Task directions: Work out how many lines in the entries below include the word "function", and give only that figure.

-------- Provided entries --------

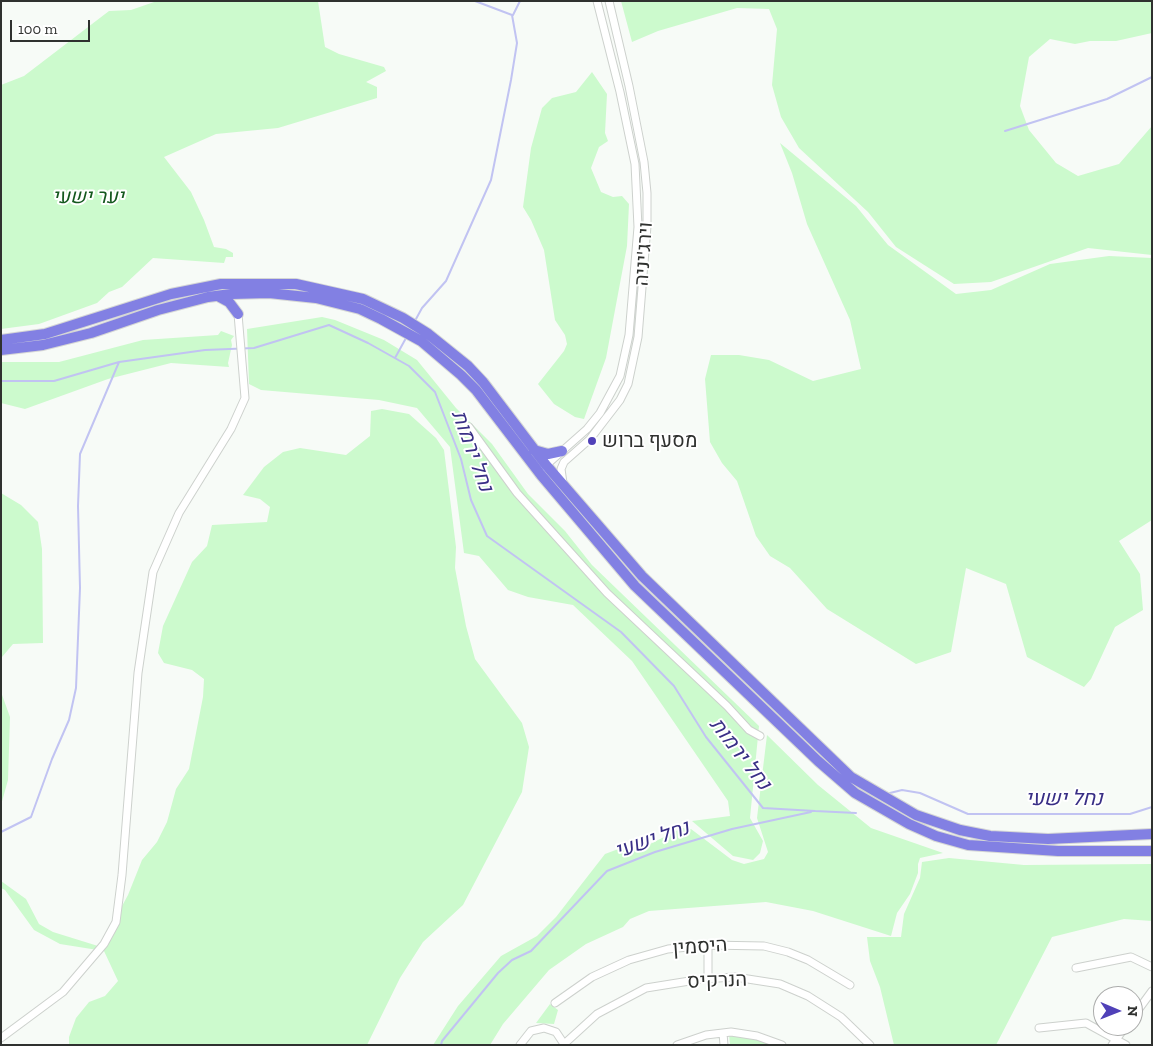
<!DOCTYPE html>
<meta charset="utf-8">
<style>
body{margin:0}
#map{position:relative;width:1153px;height:1046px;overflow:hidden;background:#f7fbf7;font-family:"Zilla Slab",serif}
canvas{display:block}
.frame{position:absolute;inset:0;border:2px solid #2f312f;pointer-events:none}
.north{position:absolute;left:1093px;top:986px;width:50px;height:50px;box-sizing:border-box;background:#fff;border:1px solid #acadac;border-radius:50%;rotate:91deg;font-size:14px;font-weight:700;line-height:20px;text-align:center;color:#2f312f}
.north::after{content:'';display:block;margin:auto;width:18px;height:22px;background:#5041b8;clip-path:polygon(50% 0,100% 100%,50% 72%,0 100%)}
.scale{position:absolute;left:10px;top:20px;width:80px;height:22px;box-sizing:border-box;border:2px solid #2f312f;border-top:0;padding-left:6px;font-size:15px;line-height:18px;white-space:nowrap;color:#2f312f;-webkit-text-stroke:4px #fff;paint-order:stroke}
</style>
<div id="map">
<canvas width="1153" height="1046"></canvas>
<div class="frame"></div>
<div class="north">N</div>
<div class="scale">100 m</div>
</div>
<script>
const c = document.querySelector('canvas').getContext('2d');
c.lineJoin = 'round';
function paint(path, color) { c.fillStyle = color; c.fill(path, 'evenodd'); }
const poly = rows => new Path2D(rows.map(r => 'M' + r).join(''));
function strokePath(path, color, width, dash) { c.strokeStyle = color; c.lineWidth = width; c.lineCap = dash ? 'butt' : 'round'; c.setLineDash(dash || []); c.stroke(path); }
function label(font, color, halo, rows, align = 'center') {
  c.font = font + ' "Zilla Slab",Heebo,serif'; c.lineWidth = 4; c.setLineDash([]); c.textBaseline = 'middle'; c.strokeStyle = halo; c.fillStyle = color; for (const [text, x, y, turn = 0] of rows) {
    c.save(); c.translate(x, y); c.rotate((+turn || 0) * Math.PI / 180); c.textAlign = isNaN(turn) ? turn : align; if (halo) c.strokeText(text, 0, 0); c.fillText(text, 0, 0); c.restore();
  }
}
paint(poly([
 [157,1,318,1,325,47,339,54,384,67,386,71,366,82,377,87,377,98,278,128,216,134,164,157,191,192,204,220,214,247,226,249,233,253,233,257,226,257,224,263,153,258,122,287,109,292,97,303,39,324,1,329,1,85,24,76,109,11,131,10],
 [621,1,1152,1,1152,33,1116,41,1090,41,1075,44,1050,39,1029,57,1020,106,1029,130,1056,163,1078,176,1119,164,1152,126,1152,255,1088,248,991,282,954,284,896,247,868,212,799,148,781,117,772,85,777,29,769,9,737,8,658,31,632,42],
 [592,72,607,94,605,133,608,141,599,147,591,168,601,192,613,197,622,196,629,204,627,246,606,358,584,419,575,417,554,404,538,384,564,351,567,344,565,335,555,320,544,250,531,220,523,207,531,148,542,108,552,98,576,92],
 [780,143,856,206,888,245,956,294,991,290,1050,264,1109,256,1152,258,1152,520,1119,541,1140,574,1143,610,1115,627,1091,679,1084,687,1027,657,1006,584,966,568,951,652,916,664,827,609,790,568,770,556,756,536,737,481,722,463,710,442,705,379,711,355,739,355,769,360,813,381,861,369,850,320,807,224,792,173],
 [322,317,335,320,384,340,417,360,456,408,492,444,528,494,565,531,592,565,759,726,750,818,763,841,760,853,753,860,733,856,692,821,730,816,728,801,632,661,573,605,528,597,508,590,479,556,464,553,450,447,417,408,379,400,261,390,249,384,247,329],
 [221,331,234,336,231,340,232,345,228,363,229,367,171,363,108,379,25,409,1,403,1,362,59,362,143,340,218,335],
 [382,409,409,414,436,438,444,450,456,547,455,568,466,626,475,659,522,723,529,747,522,792,463,905,423,942,400,978,367,1045,69,1045,69,1037,76,1018,89,1002,105,996,118,981,104,951,60,944,34,930,5,890,1,888,1,881,26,899,39,924,53,932,98,946,109,930,128,895,142,860,157,842,167,822,176,789,189,769,203,697,204,679,192,670,164,663,158,653,163,626,192,562,207,546,212,525,267,522,270,507,260,499,243,495,264,467,283,452,300,448,346,455,370,436,371,411],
 [1,493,21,505,38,522,42,549,43,643,13,644,2,657,1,666],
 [1,692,10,717,8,780,1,805],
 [767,735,818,785,871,828,943,853,920,858,918,864,918,873,910,894,897,913,891,936,813,911,766,902,649,911,630,919,623,927,586,944,549,970,503,1024,490,1045,433,1045,458,1006,501,956,537,936,556,917,605,854,621,848,644,847,682,828,691,829,732,860,744,864,764,859,768,852,757,818],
 [949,858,1024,865,1152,864,1152,921,1124,919,1052,937,996,1045,894,1045,880,987,870,961,867,937,901,937,904,914,920,878,922,862],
 [550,1004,558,1010,554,1024,536,1023],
 [729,1034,751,1036,774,1045,730,1045]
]), '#ccfacd');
strokePath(poly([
 [513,15,520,1],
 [1005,131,1107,99,1152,77],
 [416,319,422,308,446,281,491,180,511,80,517,43,512,15,475,1],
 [395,358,406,338],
 [1,381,54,381,119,362,205,350,254,348,329,325,368,343,409,366,435,392,461,459,471,500,487,536,621,632,674,686,706,737,763,808,815,811],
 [890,793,902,790,920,793,968,814,1130,814,1152,807],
 [815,811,856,813],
 [1,832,31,817,52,759,69,720,76,688,80,588,78,506,80,454,119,362],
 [441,1045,442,1041,498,973,512,960,531,951,607,871,655,852,732,829,811,812]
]), '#c1c3f2', 2);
const minor = poly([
 [469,427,517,493,607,593,727,706,749,730,760,736],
 [543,468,587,429,600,413,620,376,629,335,638,227,635,164,620,92,597,1],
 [563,483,561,469,564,462,590,439,620,400,628,384,638,337,647,226,647,193,644,162,629,86,609,1],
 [1076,968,1131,957,1152,967],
 [708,978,708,945],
 [555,1003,592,977,629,960,668,949,708,945,764,946,788,952,808,960,850,985],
 [1133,1017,1152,991],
 [1039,1028,1086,1023,1126,1045],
 [723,1033,724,1045],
 [1,1038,63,992,104,944,116,922,122,875,138,673,153,572,179,513,231,429,245,398,238,314],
 [520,1045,531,1031,544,1028,556,1032,564,1044],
 [563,1045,597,1014,646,988,702,979,735,977,780,984,808,996,841,1017,870,1045],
 [677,1045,706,1035,731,1032,757,1036,782,1045],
 [1112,1045,1126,1026]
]);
const highway = poly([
 [218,296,229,302,238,314],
 [1,340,45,334,171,294,221,284,296,284,363,299,403,318,427,333,468,366,483,382,546,465,642,576,851,777,916,815,960,830,990,836,1048,839,1152,834],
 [1,350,43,345,91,333,158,310,208,297,231,294,269,293,316,298,360,309,381,319,421,341,461,375,476,390,541,475,635,586,818,761,855,793,909,824,936,836,968,845,1058,851,1152,851],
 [534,450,548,454,562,451]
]);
strokePath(minor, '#cdd1cd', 9);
strokePath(highway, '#d5d6d5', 12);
strokePath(minor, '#fff', 7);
strokePath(highway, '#8280e3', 10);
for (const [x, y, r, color] of [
 [592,441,5,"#5041b8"]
]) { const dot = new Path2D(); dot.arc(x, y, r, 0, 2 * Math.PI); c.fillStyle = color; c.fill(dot); strokePath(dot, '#fff', 2); }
label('italic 20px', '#14581e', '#fff', [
 ["יער ישעי",88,197]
]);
label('20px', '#2f312f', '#fff', [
 ["וירג'יניה",644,254,-86],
 ["היסמין",700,947,-4],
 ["הנרקיס",717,981,-2]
]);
label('20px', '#2f312f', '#fff', [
 ["מסעף ברוש",602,441]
], 'left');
label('italic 21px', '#392f86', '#fff', [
 ["נחל ירמות",472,451,70],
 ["נחל ירמות",740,754,52],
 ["נחל ישעי",1064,799],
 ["נחל ישעי",652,840,-19]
]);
</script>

--------

Finished exercise: 3